Her ultimatums are: her proposal, counseling (the idea of even justifying this behavior sickens me), or divorce.

I want to keep my family together but this burden is too much for me. Any suggestions would be greatly appreciated!

Thank you...


----------



## lonewolf8545

I think your opening up a can of worms if you let her do this, not to mention you'll never be able to look at her the same. 

If you let her do it, you end up divorced and if you don't you may end up divorced anyway. Keep your dignity and put your foot down and tell her no way.


----------



## tchung84

Absolutely that is exactly what I said, this desire that she has for an one night stand will never go away. Plus I would never look at her the same after and even now after the suggestion... I have some big decisions to make... =(

Thank you lonewolf8545!!


----------



## Lon

Sounds like you entered the marriage under false pretenses and for her it stayed that way but for you it changed.

My advice? I don't know, it's hard for me to empathize in this circumstance, I am not judging you at all though. For your own sake I think its time to set a boundary, you would be rightly in your place saying it's time for her to be your W or end the marriage, but I'm afraid you probably already know the answer because she isn't acting like a woman that wants to be married to you.


----------



## KathyBatesel

That's a situation I wouldn't allow to complicate things. Are you going to consider counseling?


----------



## homebuilder

I would tell her she could have all the one night stands she wanted cause I was filing for divorce!!


----------



## tchung84

Lon - I respect that you left the majority of your judgement about the other aspects of my marriage out of your comment, eventhough I know they equally play into things. Your advice is really helpful, thank you for your input!

KathyBatesel - I doubt the effectiveness of counseling plus I don't want to be persuaded to believing this behavior is ok in my marriage. Plus she has emphasized her desire for this... Thanks!

homebuilder - This is the direction I am leaning towards but not so bluntly. I mainly wanted to hear everyone's opinions in this matter. Thank you for you vote!


----------



## Maneo

Based on what you've described, it sounds like this relationship has been based on a number of less than perfect decisions. This one night stand, if carried out, would be in my opinion going from bad to worse. 
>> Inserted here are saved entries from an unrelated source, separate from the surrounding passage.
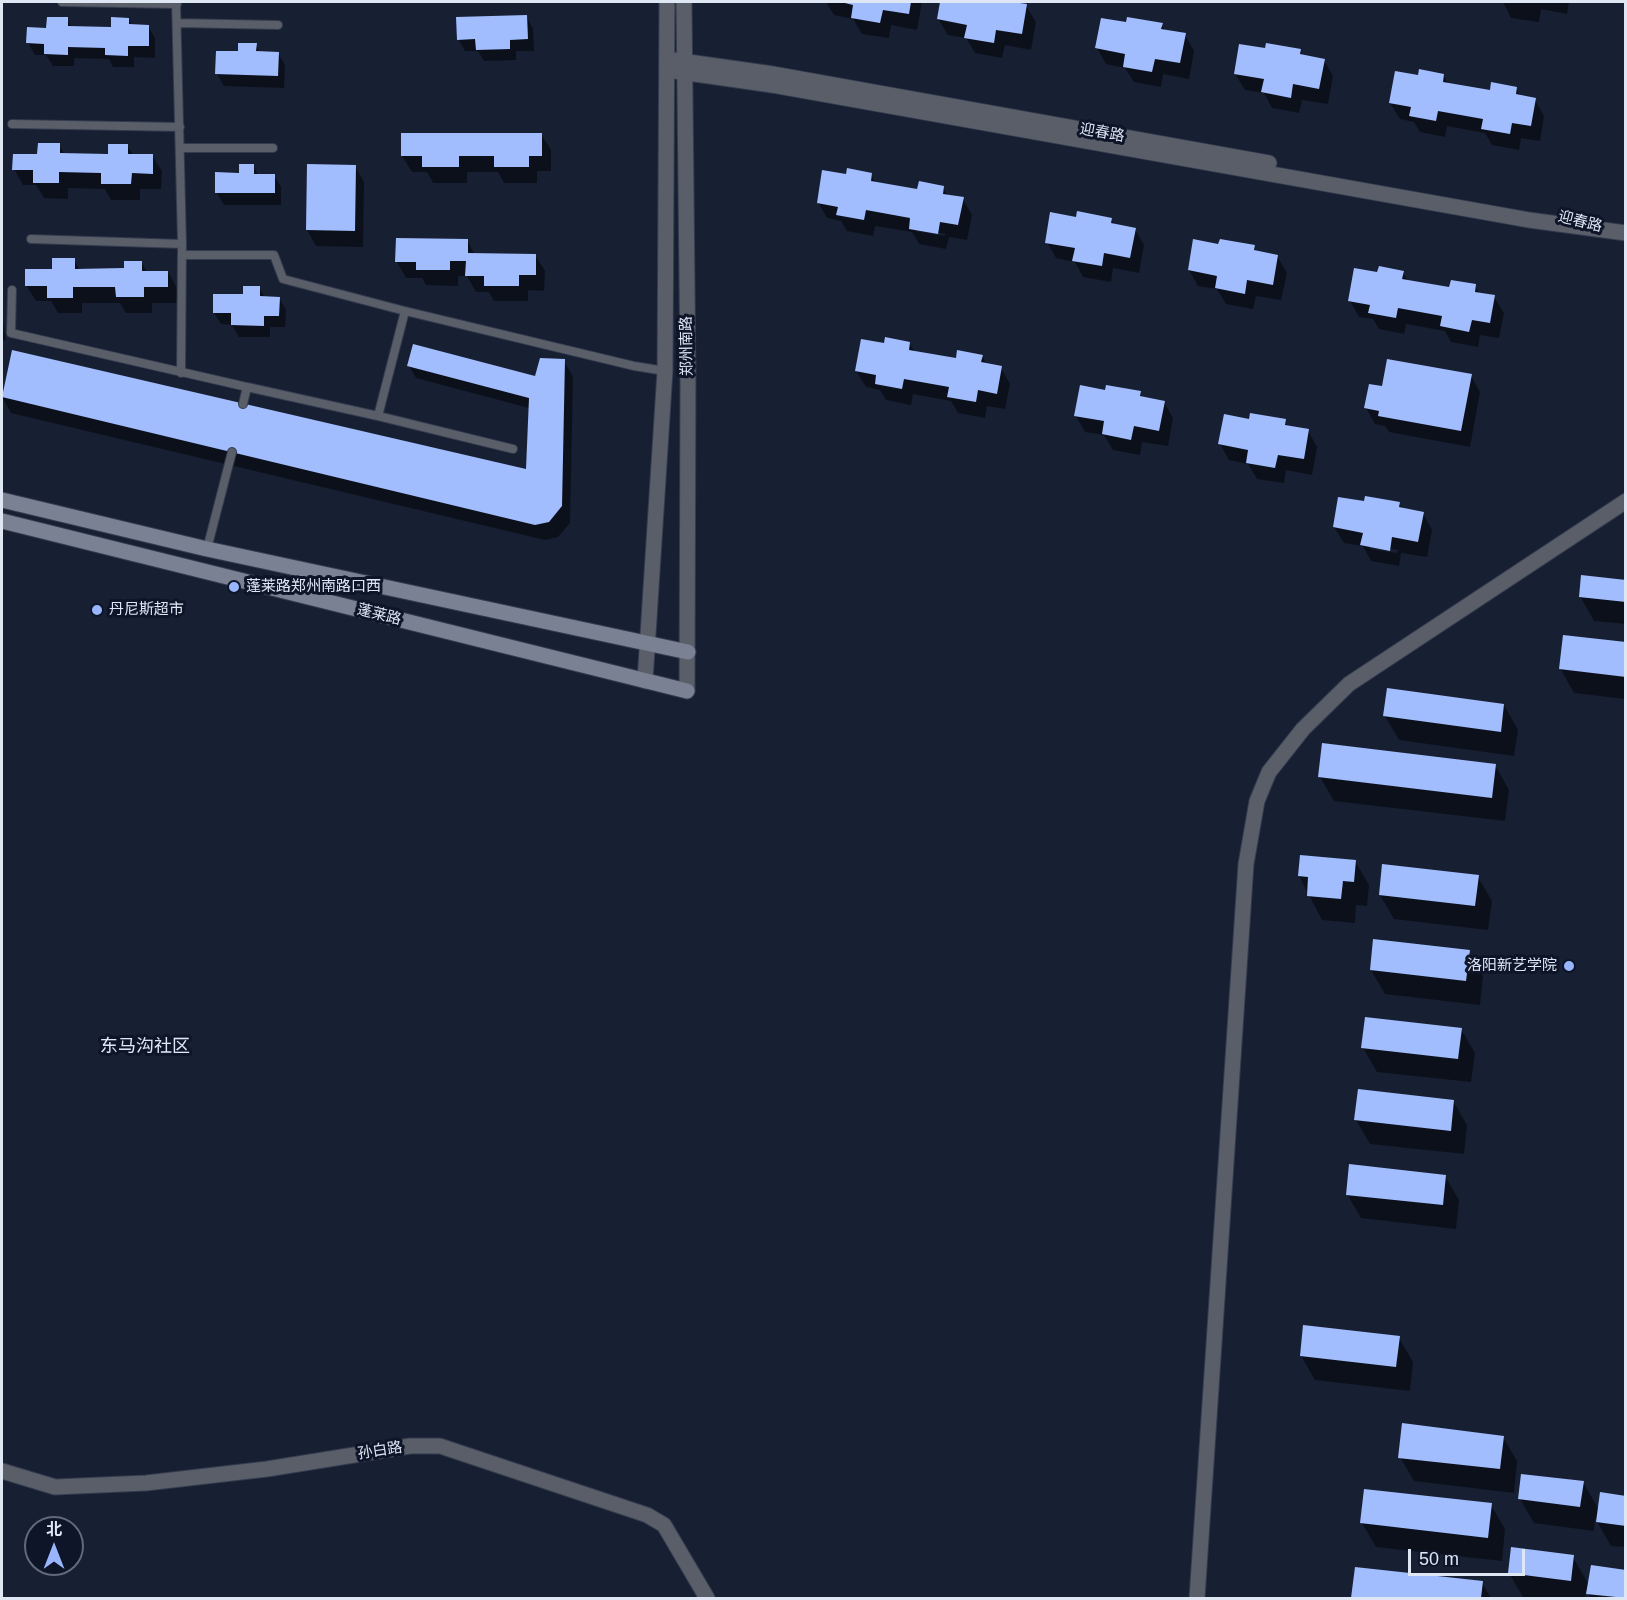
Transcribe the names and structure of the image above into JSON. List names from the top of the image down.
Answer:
{
  "streets": {
    "main road": ["蓬莱路"],
    "street": ["迎春路", "郑州南路", "孙白路"]
  },
  "crossings": [
    ["迎春路", "郑州南路"],
    ["郑州南路", "蓬莱路"]
  ],
  "districts": ["东马沟社区"],
  "places": ["蓬莱路郑州南路口西", "丹尼斯超市", "洛阳新艺学院"],
  "scale_bar": "50 m",
  "north": "top"
}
It is telling I think how you are viewing your relationship when you refer to possible " harm to my daughter" rather than possible " harm to our daughter."


----------



## tchung84

Maneo - wow, subconsciously did that huh...? thank you for that comment. Yes a path filled with missed decisions. I want to make this work for my daughter because I don't want her to grow up in a broken home. I know we would both be there for her but I doubt it would be the same. But I think I already know the answer and now its the rationalization and the determination of how and why... Thank you Maneo!


----------



## IsGirl3

Holy F*CK!!! No way in this universe would I ever agree to that madness, unless I was out of my mind. She wants her cake and eat it too. So she's wants your blessing to cheat?? that's nuts. and she's giving you an ultimatum? unfortunately, I think the only way she'll be happy is option #3 although you should start with option #2 - counseling. #1 is off the table.


----------



## arbitrator

Mr. T: Judging from your initial posting on this thread, I can't help but believe that your W is already fastly involved in an EA with this "acting dude." Truth be told, it may have even escalated beyond that, richly given your description of only just the 'placating' sex that is being offered to you. 

What I'm saying is that she may have already seen fit to experiment, to some degree, with this guy after class. And it's so apparent that he's definitely the object of her attention who she wants to have this ONS with~ absolutely make no mistake about that!
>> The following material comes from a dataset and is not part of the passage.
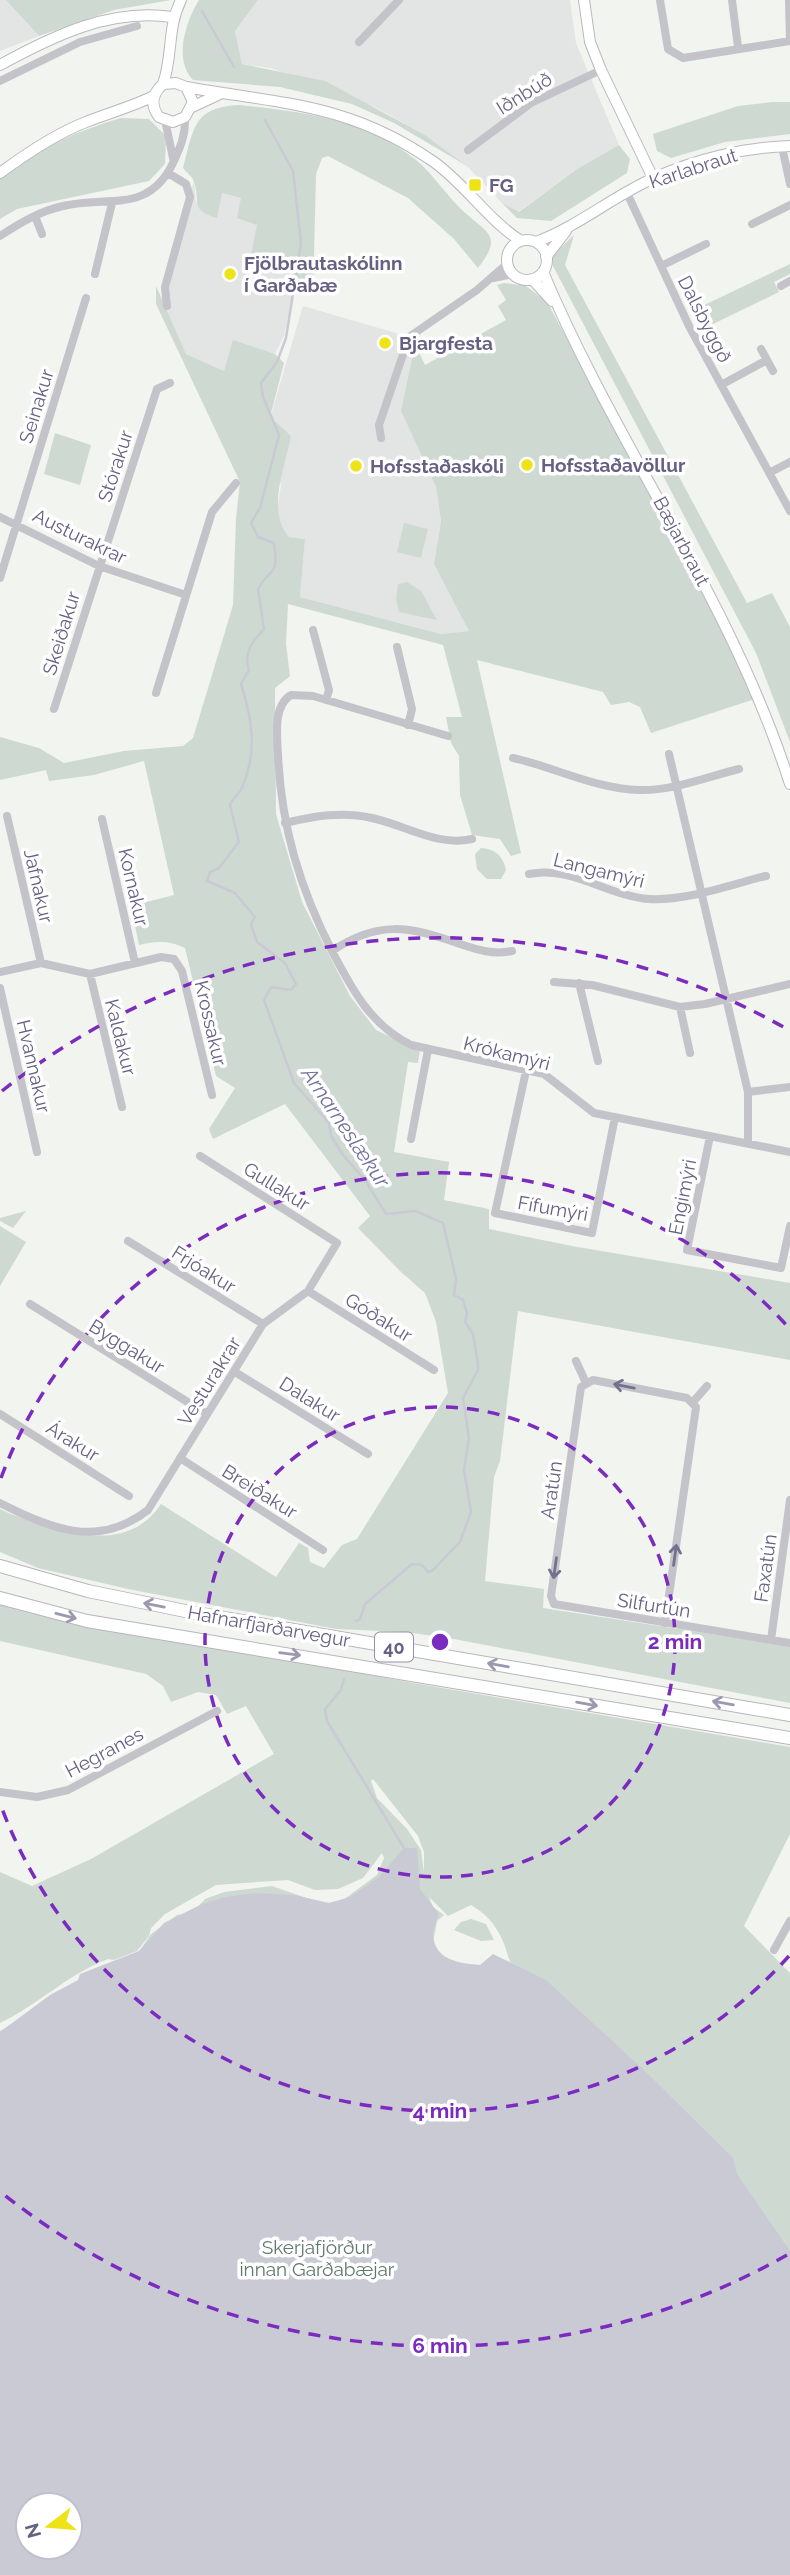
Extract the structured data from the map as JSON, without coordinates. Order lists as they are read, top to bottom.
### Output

I think it would be worth your time to investigate things a tad deeper~ her cell phone logs, texting logs, FB postings and messages. It seem's that she has emotionally detached from you and is now offering up her wares to this new "love interest."
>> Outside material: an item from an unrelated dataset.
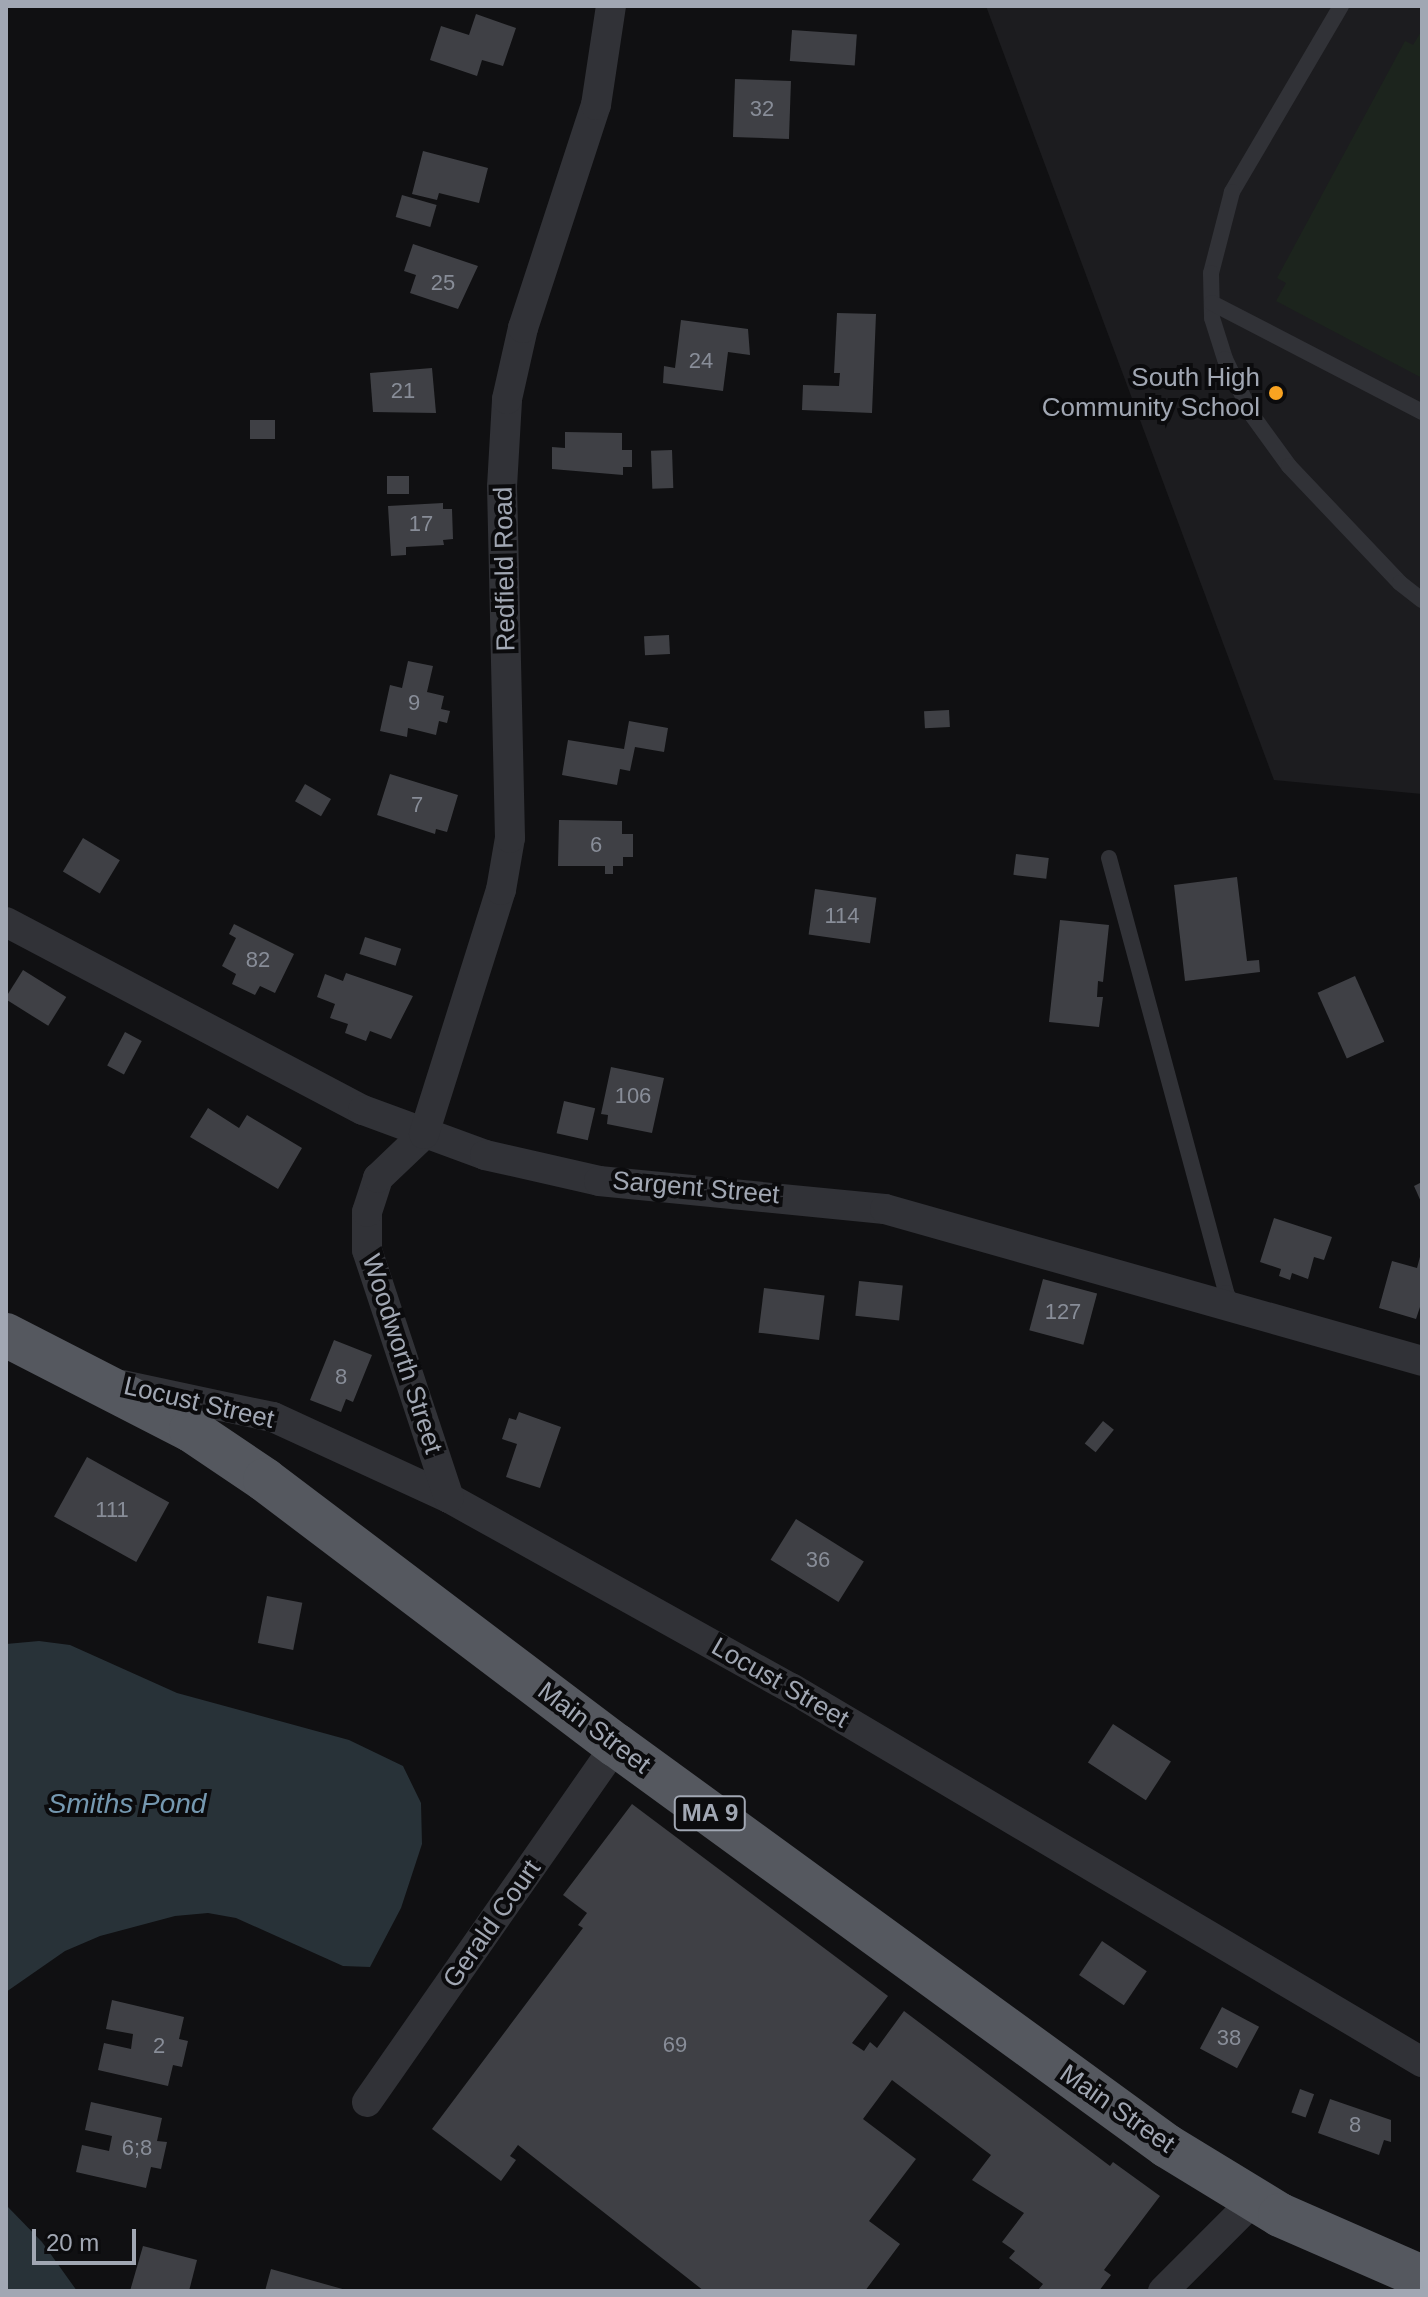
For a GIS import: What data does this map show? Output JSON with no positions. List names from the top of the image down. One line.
{"streets":{"highway":["Main Street","MA 9"],"street":["Redfield Road","Sargent Street","Woodworth Street","Locust Street","Gerald Court"]},"crossings":[["Redfield Road","Sargent Street"],["Redfield Road","Woodworth Street"],["Sargent Street","Woodworth Street"],["Woodworth Street","Locust Street"],["Locust Street","Main Street"],["Main Street","Gerald Court"]],"water":["Smiths Pond"],"places":["South High Community School"],"house_numbers":["32","25","24","21","17","9","7","6","114","82","106","127","8","111","36","38","69","2","8","6;8"],"scale_bar":"20 m"}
No woman in her right mind would ever ask her husband for permission to participate in a ONS with another male. My advise is that if she won't consider counseling to constructively deal with this, then you're much better off ditching her~ it's apparent she doesn't love you!

And if I were you, I would also get myself checked out for STD's. When she's busy making suggestions like that, you don't know who, or where, or when she's possibly been sexually active outside of your presence.

I wish you well, my friend!


----------



## anchorwatch

Your description of your sex life and the fact she has already pick out another sex partner illustrates her lack of sexual attraction towards you. I don't know how much counseling will help that. You can't counsel a woman to see a man as a sexual partner that would fulfill her erotic desires. 

If I were in you situation myself, the art class comes to an end, she never contacts this man again, I confront him, I consult a lawyer to understand my options about divorce. I tell her those are my boundaries for a marriage and they are not negotiable. 

Second, I'd evaluate why she does not find you sexually desirable. What's your sex rank? Is she a higher sex rank than you? Are you fit, have a well paying job, good provider. Are you confident in yourself? Do you get hit on by other women?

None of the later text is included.